Start of Data to examine

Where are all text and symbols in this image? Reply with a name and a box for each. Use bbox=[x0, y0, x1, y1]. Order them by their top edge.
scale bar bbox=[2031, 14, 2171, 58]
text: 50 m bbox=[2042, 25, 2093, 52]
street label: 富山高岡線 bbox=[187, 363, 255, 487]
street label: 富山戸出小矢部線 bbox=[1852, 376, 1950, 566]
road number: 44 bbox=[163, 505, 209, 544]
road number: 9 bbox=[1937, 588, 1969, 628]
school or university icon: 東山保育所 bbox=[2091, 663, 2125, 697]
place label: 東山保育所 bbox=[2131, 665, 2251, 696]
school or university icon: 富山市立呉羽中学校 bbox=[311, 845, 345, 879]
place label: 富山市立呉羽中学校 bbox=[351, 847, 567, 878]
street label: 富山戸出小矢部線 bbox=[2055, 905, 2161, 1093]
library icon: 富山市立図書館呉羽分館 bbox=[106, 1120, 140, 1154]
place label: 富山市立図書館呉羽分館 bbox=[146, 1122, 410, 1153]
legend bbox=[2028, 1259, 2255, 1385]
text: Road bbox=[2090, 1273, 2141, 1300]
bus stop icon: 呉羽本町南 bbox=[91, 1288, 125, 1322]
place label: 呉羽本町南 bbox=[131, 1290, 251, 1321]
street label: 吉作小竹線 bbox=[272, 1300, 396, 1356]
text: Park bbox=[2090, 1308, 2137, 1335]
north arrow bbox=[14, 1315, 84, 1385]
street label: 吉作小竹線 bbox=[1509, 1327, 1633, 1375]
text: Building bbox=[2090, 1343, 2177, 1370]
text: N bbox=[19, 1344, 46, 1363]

End of Data to examine

* _What is expected_
An exact copy of all the records is the expected answer.

* _Solution for this problem_
Where are all text and symbols in this image? Reply with a name and a box for each. Use bbox=[x0, y0, x1, y1]. Order them by their top edge.
scale bar bbox=[2031, 14, 2171, 58]
text: 50 m bbox=[2042, 25, 2093, 52]
street label: 富山高岡線 bbox=[187, 363, 255, 487]
street label: 富山戸出小矢部線 bbox=[1852, 376, 1950, 566]
road number: 44 bbox=[163, 505, 209, 544]
road number: 9 bbox=[1937, 588, 1969, 628]
school or university icon: 東山保育所 bbox=[2091, 663, 2125, 697]
place label: 東山保育所 bbox=[2131, 665, 2251, 696]
school or university icon: 富山市立呉羽中学校 bbox=[311, 845, 345, 879]
place label: 富山市立呉羽中学校 bbox=[351, 847, 567, 878]
street label: 富山戸出小矢部線 bbox=[2055, 905, 2161, 1093]
library icon: 富山市立図書館呉羽分館 bbox=[106, 1120, 140, 1154]
place label: 富山市立図書館呉羽分館 bbox=[146, 1122, 410, 1153]
legend bbox=[2028, 1259, 2255, 1385]
text: Road bbox=[2090, 1273, 2141, 1300]
bus stop icon: 呉羽本町南 bbox=[91, 1288, 125, 1322]
place label: 呉羽本町南 bbox=[131, 1290, 251, 1321]
street label: 吉作小竹線 bbox=[272, 1300, 396, 1356]
text: Park bbox=[2090, 1308, 2137, 1335]
north arrow bbox=[14, 1315, 84, 1385]
street label: 吉作小竹線 bbox=[1509, 1327, 1633, 1375]
text: Building bbox=[2090, 1343, 2177, 1370]
text: N bbox=[19, 1344, 46, 1363]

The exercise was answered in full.